### What the task asks
Set down each line exactly, beginning with the one that contains "Task: What data" and continuing through the last line of the listing, and nothing else.

+--

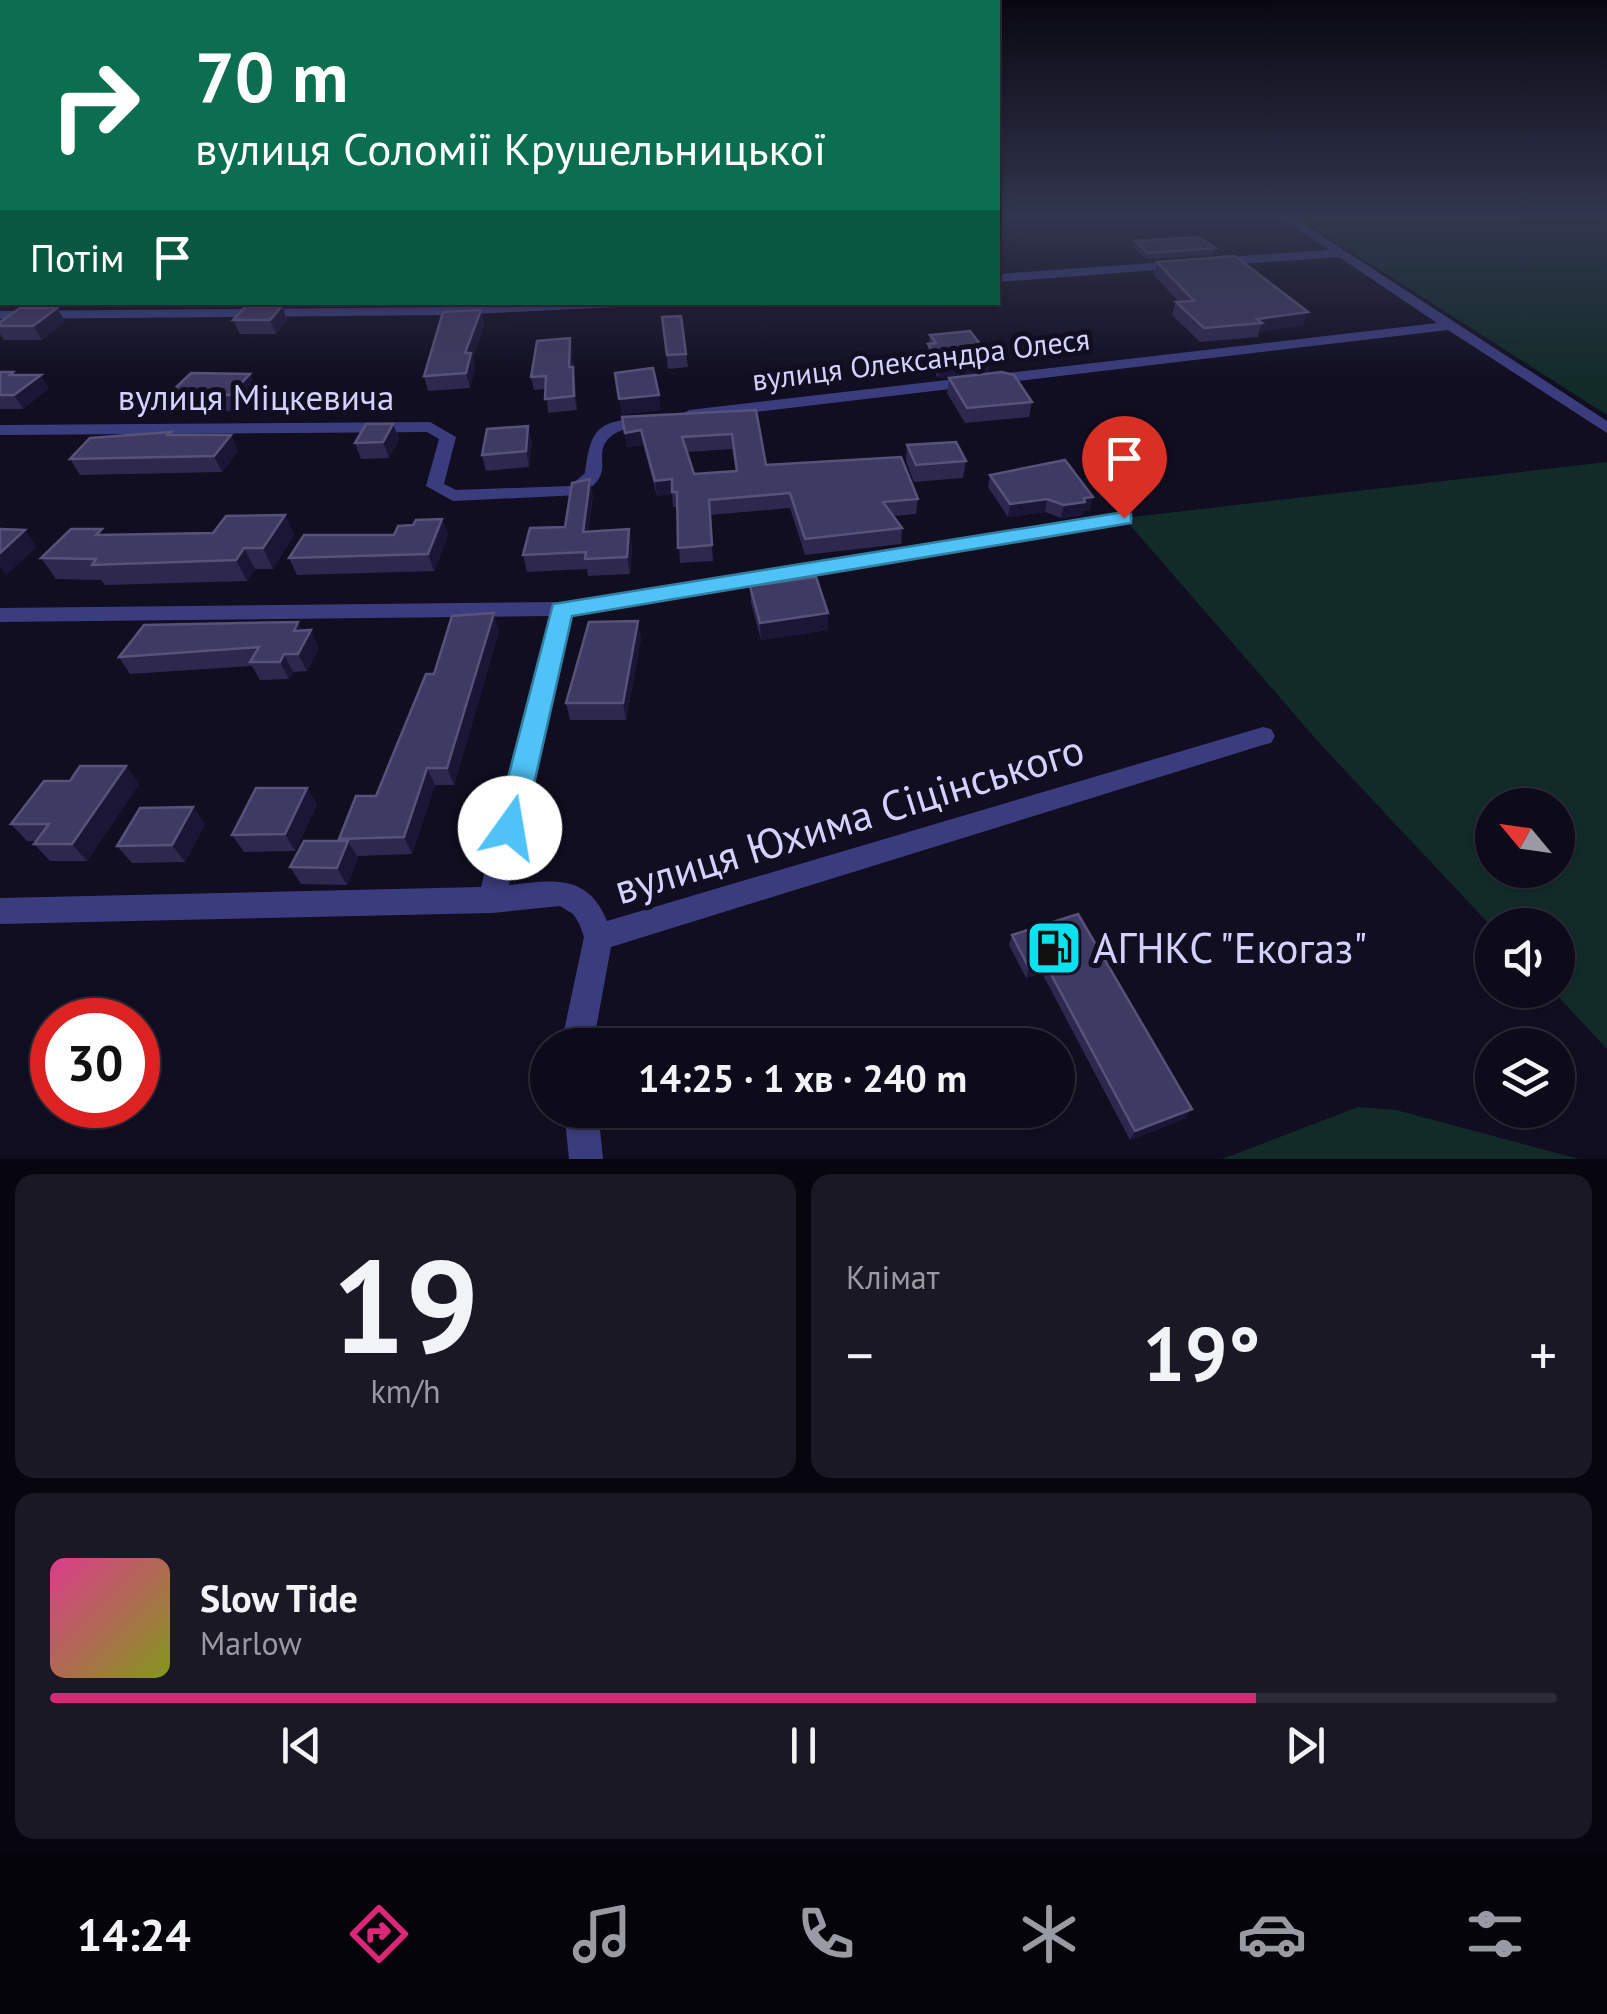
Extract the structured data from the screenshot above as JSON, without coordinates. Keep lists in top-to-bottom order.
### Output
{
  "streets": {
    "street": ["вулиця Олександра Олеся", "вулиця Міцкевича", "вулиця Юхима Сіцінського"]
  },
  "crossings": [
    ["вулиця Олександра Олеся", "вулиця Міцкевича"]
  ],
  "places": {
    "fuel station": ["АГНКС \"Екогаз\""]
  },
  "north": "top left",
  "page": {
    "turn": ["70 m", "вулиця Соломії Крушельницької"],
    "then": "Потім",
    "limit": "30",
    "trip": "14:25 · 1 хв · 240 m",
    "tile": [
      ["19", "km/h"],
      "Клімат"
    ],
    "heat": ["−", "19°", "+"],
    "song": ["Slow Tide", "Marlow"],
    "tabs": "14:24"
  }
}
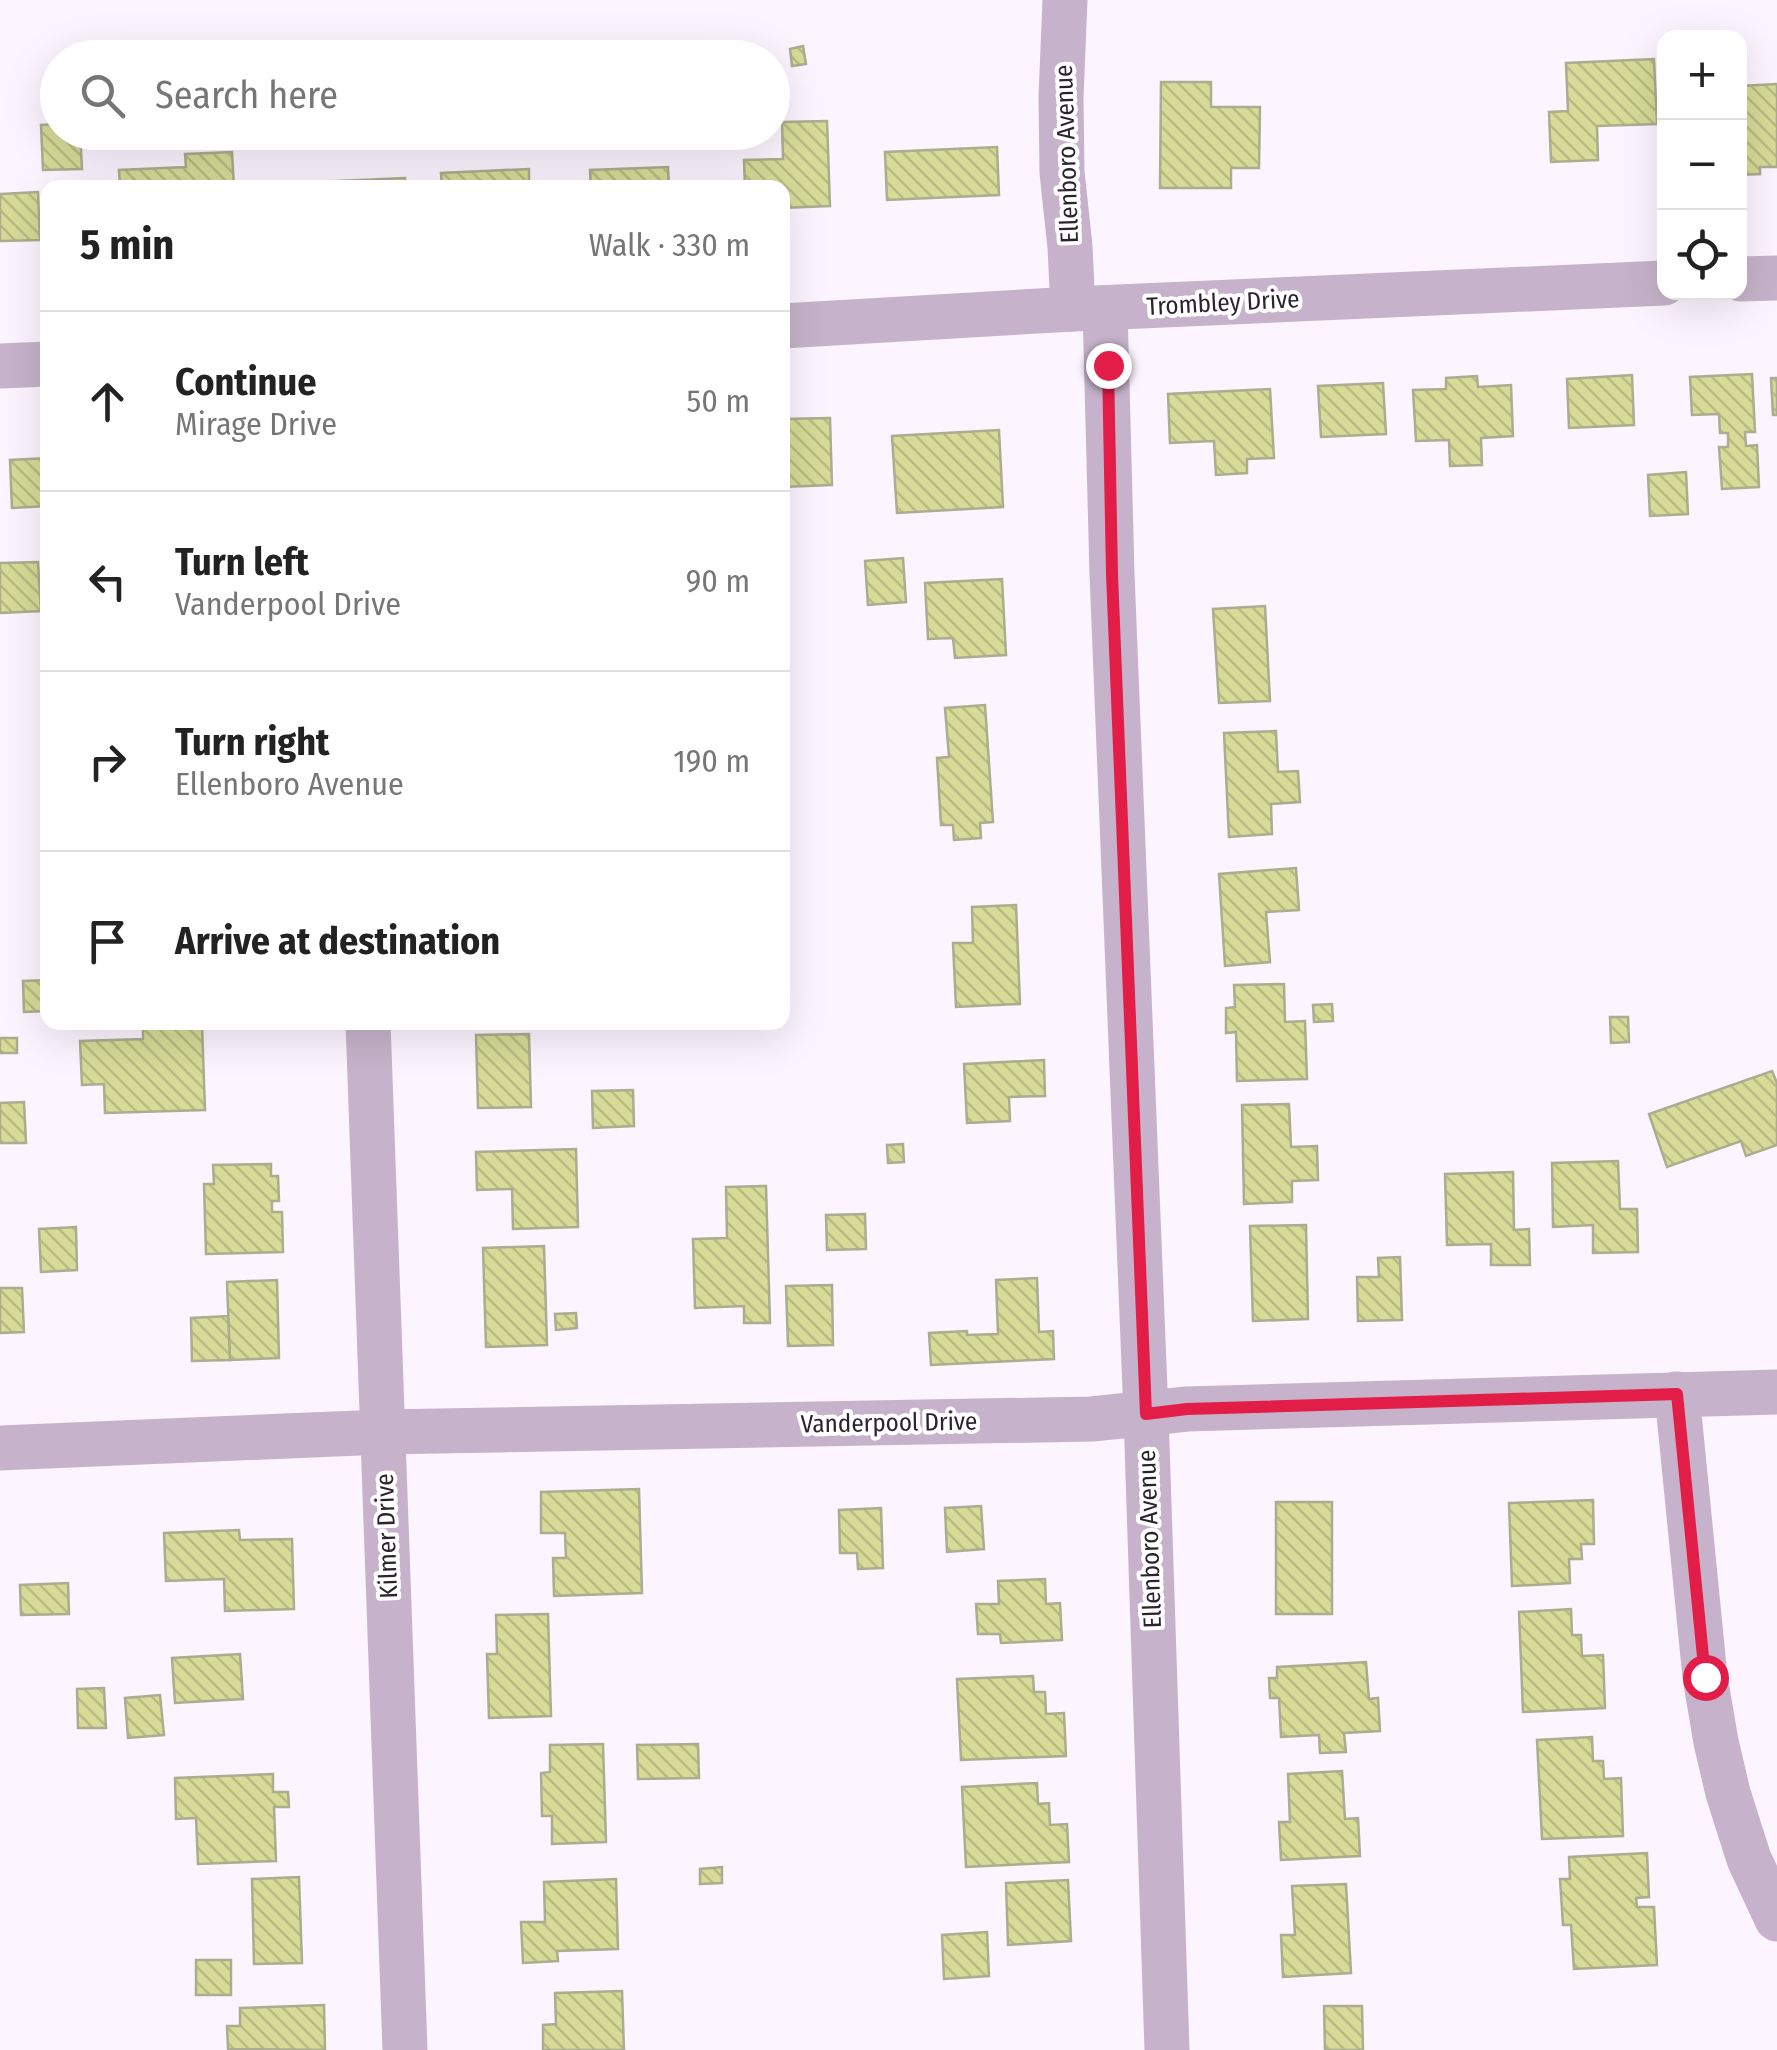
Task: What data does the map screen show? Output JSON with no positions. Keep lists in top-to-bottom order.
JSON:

+--

### Solution for this exercise
Task: What data does the map screen show? Output JSON with no positions. Keep lists in top-to-bottom order.
JSON:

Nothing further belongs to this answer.